## WHAT THE TASK ASKS:
Retype every line from the start of the entries below down to the line with "position:absolute; left:12px; top:12px;", both ends included; skip the pictures.

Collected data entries

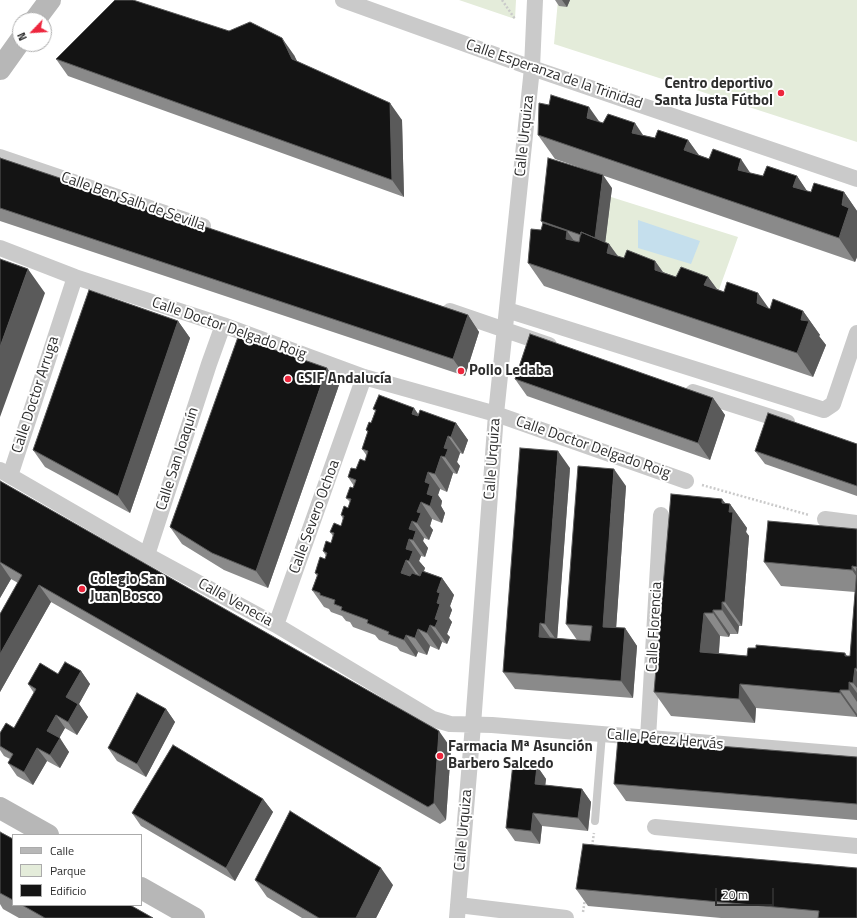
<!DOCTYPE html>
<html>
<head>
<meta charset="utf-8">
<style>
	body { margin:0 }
	#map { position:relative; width:857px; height:918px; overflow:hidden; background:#fff; font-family:"Titillium Web",sans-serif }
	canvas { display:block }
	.legend { position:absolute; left:12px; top:834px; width:130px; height:72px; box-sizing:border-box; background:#fff; border:1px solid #ababab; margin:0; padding:5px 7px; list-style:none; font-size:12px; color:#2d2d2d }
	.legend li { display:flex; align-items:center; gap:8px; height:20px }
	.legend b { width:20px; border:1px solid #ababab }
	.north { position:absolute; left:12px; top:12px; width:40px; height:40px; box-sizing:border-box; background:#fff; border:1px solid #ababab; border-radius:50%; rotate:245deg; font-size:11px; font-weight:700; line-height:16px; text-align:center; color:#2d2d2d }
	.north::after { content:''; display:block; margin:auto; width:14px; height:18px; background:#ed263d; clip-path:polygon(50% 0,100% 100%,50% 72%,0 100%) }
	.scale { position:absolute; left:715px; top:888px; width:59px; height:18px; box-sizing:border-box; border:2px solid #2d2d2d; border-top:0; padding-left:5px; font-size:12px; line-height:14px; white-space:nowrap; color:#2d2d2d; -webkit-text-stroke:3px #fff; paint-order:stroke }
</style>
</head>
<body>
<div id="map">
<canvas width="857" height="918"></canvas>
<ul class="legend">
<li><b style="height:5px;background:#b7b7b7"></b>Calle</li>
<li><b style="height:11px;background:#e4ecda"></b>Parque</li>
<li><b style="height:11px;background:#141414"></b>Edificio</li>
</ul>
<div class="north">N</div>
<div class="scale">20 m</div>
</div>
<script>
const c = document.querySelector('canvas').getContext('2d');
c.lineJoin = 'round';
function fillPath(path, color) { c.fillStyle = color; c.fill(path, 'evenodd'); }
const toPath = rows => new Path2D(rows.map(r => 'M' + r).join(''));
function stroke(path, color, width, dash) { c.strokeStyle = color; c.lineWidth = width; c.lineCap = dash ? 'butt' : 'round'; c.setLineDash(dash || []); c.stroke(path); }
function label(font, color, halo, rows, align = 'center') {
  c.font = font + ' "Titillium Web",sans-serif'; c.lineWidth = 4; c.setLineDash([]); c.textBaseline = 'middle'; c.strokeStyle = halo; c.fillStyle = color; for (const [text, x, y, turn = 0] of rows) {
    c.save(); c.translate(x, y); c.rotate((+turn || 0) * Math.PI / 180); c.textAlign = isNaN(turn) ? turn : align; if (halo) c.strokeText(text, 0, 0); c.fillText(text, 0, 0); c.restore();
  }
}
const green = toPath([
	[459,0,516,0,515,19],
	[558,0,857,0,857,142,554,44],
	[611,197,738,237,716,298,602,258]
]);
const water = toPath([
	[638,220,700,241,691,264,638,248]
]);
const path = toPath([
	[502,0,515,19],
	[702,485,809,515],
	[592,846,594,833],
	[583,912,585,899]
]);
const lane = toPath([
	[595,821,602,734]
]);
const street = toPath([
	[343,0,532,68,857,179],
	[0,157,203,226],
	[0,248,75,277,223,325,364,377,496,414,686,481],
	[507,310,824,410,833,404,857,333],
	[450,311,549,345],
	[693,392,787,422],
	[0,470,147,555,276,625,433,719,450,724,492,725,857,755],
	[10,476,75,277],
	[825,519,857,523],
	[147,555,209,364,223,325],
	[276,625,364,377],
	[648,738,661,515],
	[655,827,857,846],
	[458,905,566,918],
	[457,918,473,725,496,414,532,68,535,0]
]);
const secondary = toPath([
	[35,20,50,0],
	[0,69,20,41],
	[0,808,48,835],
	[141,888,194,918]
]);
const wall = toPath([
	[555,0,570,0,567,7,559,6],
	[294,55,297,61,402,120,404,197,68,76,56,59],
	[600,122,643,135,655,138,688,140,699,155,750,173,763,176,797,176,807,191,811,192,844,192,857,211,857,257,855,262,555,159,538,135],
	[0,158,468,315,479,332,465,376,0,221],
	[612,188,605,242,609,244,618,256,624,258,655,261,663,272,676,277,708,277,717,289,770,309,803,311,820,335,819,336,826,345,813,377,544,286,528,263,541,230,543,224,541,221],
	[178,321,190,338,130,513,45,467,33,450],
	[515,379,713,398,725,415,710,460,527,396],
	[339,385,268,588,224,570,182,544,170,527],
	[373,409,418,414,456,423,468,440,463,454,460,453,457,462,460,466,457,474,453,473,447,492,440,489,438,495,442,501,441,506,445,513,442,523,432,519,430,526,433,530,429,540,424,538,423,541,428,548,425,557,421,556,419,561,425,568,424,571,442,578,454,595,450,606,452,610,449,618,452,622,447,634,450,637,447,644,442,642,439,650,430,646,427,655,418,652,416,657,400,651,397,647,379,640,375,635,353,627,350,622,346,621,342,616,331,612,329,609,324,607,312,590,317,576,315,573,325,559,326,556,323,551,331,543,333,536,330,532,341,526,343,519,341,515,348,508,350,502,346,498,353,488,354,486,348,477,365,461,367,456,362,449,368,433,366,430,371,423,375,411],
	[857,444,857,496,765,464,755,451],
	[570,468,557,638,577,640,566,624,626,486,616,628,625,628,637,646,633,698,515,689,503,672],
	[0,481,451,748,446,820,440,824,51,602,0,692,0,614,18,583,11,579,0,598],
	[726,504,730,504,747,528,746,532,749,536,742,626,739,626,738,634,730,634,729,637,720,636,719,653,747,656,850,656,855,592,781,586,764,562,857,529,857,717,756,708,755,723,671,716,654,692],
	[81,671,90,684,79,704,88,717,77,735,65,728,59,738,69,752,60,768,47,761,33,785,17,776,8,763,10,759,4,756,0,750,0,733,14,728,34,693,28,684,58,674],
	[166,709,175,722,146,777,117,761,108,748],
	[857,757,857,820,626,801,614,784],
	[537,766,546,779,545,785,582,789,591,802,588,831,542,826,540,844,515,841,506,828],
	[263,799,273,812,235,881,141,826,132,813],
	[0,832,13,839,13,905,130,905,153,918,19,918,3,909,0,904],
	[857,868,857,918,721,918,588,906,576,889],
	[255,880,393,885,376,918,302,918,267,897]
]);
const shadedWall = toPath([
	[562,0,570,0,567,7],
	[282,38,294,55,304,76,292,59],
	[390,103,402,120,404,197,392,180],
	[589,107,606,131,587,118],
	[635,123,651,147,632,133],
	[688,140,705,164,684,150],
	[741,159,757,183,738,170],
	[603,175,612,188,604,253,594,240],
	[797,176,813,200,793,187],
	[844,192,857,211,857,257,855,262,839,238],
	[567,231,584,255,566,239],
	[609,244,626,268,607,253],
	[655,261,672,285,655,270],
	[28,269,45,293,0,417,0,347],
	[708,277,725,300,704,285],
	[758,293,775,317,757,303],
	[803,311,820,335,819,336,826,345,813,377,797,353,801,320],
	[468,315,479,332,465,376,453,359],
	[178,321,190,338,130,513,118,496],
	[327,368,339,385,268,588,256,571],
	[713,398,725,415,710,460,698,443],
	[414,408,426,425,412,414],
	[456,423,468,440,463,454,451,437],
	[448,436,460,453,457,462,460,466,457,474,445,457,444,448],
	[558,451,570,468,557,641,545,624],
	[441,456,453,473,447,492,435,474],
	[614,469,626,486,615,644,603,627],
	[428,472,440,489,438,495,442,501,441,506,445,513,442,523,430,506,425,482],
	[722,499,730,509,730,504,747,528,746,532,749,536,742,626,725,602],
	[421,502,432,519,430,526,433,530,429,540,417,523,417,512],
	[412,521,424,538,423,541,428,548,425,557,413,540,409,529],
	[409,539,421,556,419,561,425,568,421,578,409,561,406,549],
	[406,560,418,577,413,590,401,573],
	[0,563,11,579,0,598],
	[852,566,857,573,857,577,852,570],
	[442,578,454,595,450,606,452,610,449,618,452,622,447,634,450,637,447,644,435,627,435,619,437,603,437,592],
	[39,585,51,602,0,692,0,654],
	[722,602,739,626,738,634,722,610],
	[713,610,730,634,729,637,713,613],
	[704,613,720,636,717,675,700,652],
	[540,623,552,640,539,637],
	[430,625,442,642,439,650,427,633],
	[625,628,637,646,633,698,621,681],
	[418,629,430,646,427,655,415,638],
	[406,635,418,652,416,657,404,640],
	[845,653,856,669,855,668,857,672,857,688,853,683,845,656],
	[81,671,90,684,79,704,88,717,77,735,68,722,66,697],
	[849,682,857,693,857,702,849,690],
	[740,684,756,708,755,723,739,699],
	[840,690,857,714,857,717,840,693],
	[166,709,175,722,146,777,137,764],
	[56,715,65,728,56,744,47,731],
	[439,731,451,748,446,820,434,803],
	[60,738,69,752,60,768,50,755],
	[37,748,47,761,33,785,24,772],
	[537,766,546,779,544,797,535,784],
	[582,789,591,802,588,831,578,818],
	[263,799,273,812,235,881,226,868],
	[533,813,542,826,540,844,531,831],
	[381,868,393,885,376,918,356,918]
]);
const building = toPath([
	[115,0,133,0,229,31,250,22,282,38,292,59,390,103,392,180,56,59,115,0],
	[551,95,589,107,587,118,603,123,608,114,635,123,632,133,655,138,658,130,688,140,684,150,709,159,713,149,741,159,738,170,763,176,767,166,797,176,793,187,811,192,814,183,844,192,842,205,849,208,839,238,538,135,539,103,549,105,551,95],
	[0,158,468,315,453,359,0,208,0,158],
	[548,158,603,175,595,238,581,232,581,235,541,221,548,158],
	[543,223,567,231,566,239,579,242,581,232,609,244,607,253,624,258,627,250,655,261,655,270,676,277,681,267,708,277,704,285,724,292,727,282,758,293,757,303,770,309,773,299,803,311,801,320,809,321,797,353,528,263,531,229,541,230,543,223],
	[0,259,28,269,0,347,0,259],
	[89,290,178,321,118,496,33,450,89,290],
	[530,334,713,398,698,443,515,379,530,334],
	[238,337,327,368,256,571,212,553,170,527,238,337],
	[379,395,414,408,412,414,418,416,420,410,456,423,451,437,448,436,444,448,448,449,445,457,441,456,435,474,428,472,425,482,430,484,427,494,433,496,430,506,421,502,417,512,421,513,417,523,412,521,409,529,416,531,413,540,409,539,406,549,413,551,409,561,406,560,401,573,410,576,412,573,420,576,422,571,442,578,437,592,440,593,437,603,440,604,435,619,438,620,435,627,430,625,427,633,418,629,415,638,406,635,404,640,388,634,389,632,367,623,368,620,341,610,342,607,334,604,335,600,320,595,320,593,312,590,318,574,315,573,320,557,325,559,327,553,323,551,326,541,331,543,334,533,330,532,334,523,341,526,344,516,341,515,344,506,348,508,351,499,346,498,350,487,353,488,356,480,348,477,351,468,356,469,360,459,365,461,368,451,362,449,368,431,366,430,369,422,371,423,376,410,373,409,379,395],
	[768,413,857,444,857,486,755,451,768,413],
	[520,448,558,451,545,624,540,623,539,637,590,641,592,626,566,624,578,466,614,469,603,627,625,628,621,681,503,672,520,448],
	[0,481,439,731,434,803,428,807,39,585,0,654,0,614,22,575,0,562,0,481],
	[671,494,722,499,722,503,730,504,729,512,733,512,725,602,722,602,722,610,713,610,713,613,704,613,700,652,747,656,748,648,756,648,756,645,845,653,845,656,850,656,857,568,857,669,855,668,853,683,849,682,849,690,840,690,840,693,740,684,739,699,654,692,671,494],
	[768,521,857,529,857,567,852,566,852,570,764,562,768,521],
	[65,662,81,671,66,697,78,704,68,722,56,715,47,731,60,738,50,755,37,748,24,772,8,763,13,754,0,746,0,733,6,723,14,728,36,689,28,684,40,663,58,674,65,662],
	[137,693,166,709,137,764,108,748,137,693],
	[618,738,857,757,857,804,614,784,618,738],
	[173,745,263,799,226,868,132,813,173,745],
	[513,763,537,766,535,784,582,789,578,818,533,813,531,831,506,828,513,763],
	[290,811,381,868,356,918,319,918,255,880,290,811],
	[0,832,13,839,13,900,0,893,0,832],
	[583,844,857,868,857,918,818,918,819,911,576,889,583,844],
	[22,905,130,905,153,918,45,918,22,905]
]);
const markers = [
	[781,93,4,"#ed263d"],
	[461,371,4,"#ed263d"],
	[288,379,4,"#ed263d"],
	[82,589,4,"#ed263d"],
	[440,756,4,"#ed263d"]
];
const streetNames = [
	["Calle Esperanza de la Trinidad",554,75,19],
	["Calle Urquiza",525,136,-84],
	["Calle Ben Salh de Sevilla",133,202,19],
	["Calle Doctor Delgado Roig",229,329,19],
	["Calle Doctor Arruga",36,395,-72],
	["Calle Doctor Delgado Roig",593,448,19],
	["Calle San Joaquín",178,459,-72],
	["Calle Urquiza",493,459,-86],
	["Calle Severo Ochoa",315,517,-70],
	["Calle Venecia",235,603,29],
	["Calle Florencia",655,627,-87],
	["Calle Pérez Hervás",665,740,5],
	["Calle Urquiza",464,830,-85]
];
const poiNames = [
	["Centro deportivo",773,84,"right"],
	["Santa Justa Fútbol",773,101,"right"],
	["Pollo Ledaba",469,371],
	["CSIF Andalucía",296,379],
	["Colegio San",90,580],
	["Juan Bosco",90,597],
	["Farmacia Mª Asunción",448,747],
	["Barbero Salcedo",448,764]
];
fillPath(green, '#e4ecda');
fillPath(water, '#c5dfed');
stroke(path, '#cacaca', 2.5, [2, 2]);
stroke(lane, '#cacaca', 8);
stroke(street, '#cacaca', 16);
stroke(secondary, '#b7b7b7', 22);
fillPath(wall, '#8a8a8a');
fillPath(shadedWall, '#5a5a5a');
fillPath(building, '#141414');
stroke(building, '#5a5a5a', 1);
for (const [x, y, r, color] of markers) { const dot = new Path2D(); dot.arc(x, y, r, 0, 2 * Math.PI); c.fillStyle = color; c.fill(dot); stroke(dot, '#fff', 1.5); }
label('15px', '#2d2d2d', '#fff', streetNames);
label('bold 15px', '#2d2d2d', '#fff', poiNames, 'left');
</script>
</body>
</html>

## EXERCISE OUTPUT:
<!DOCTYPE html>
<html>
<head>
<meta charset="utf-8">
<style>
	body { margin:0 }
	#map { position:relative; width:857px; height:918px; overflow:hidden; background:#fff; font-family:"Titillium Web",sans-serif }
	canvas { display:block }
	.legend { position:absolute; left:12px; top:834px; width:130px; height:72px; box-sizing:border-box; background:#fff; border:1px solid #ababab; margin:0; padding:5px 7px; list-style:none; font-size:12px; color:#2d2d2d }
	.legend li { display:flex; align-items:center; gap:8px; height:20px }
	.legend b { width:20px; border:1px solid #ababab }
	.north { position:absolute; left:12px; top:12px; width:40px; height:40px; box-sizing:border-box; background:#fff; border:1px solid #ababab; border-radius:50%; rotate:245deg; font-size:11px; font-weight:700; line-height:16px; text-align:center; color:#2d2d2d }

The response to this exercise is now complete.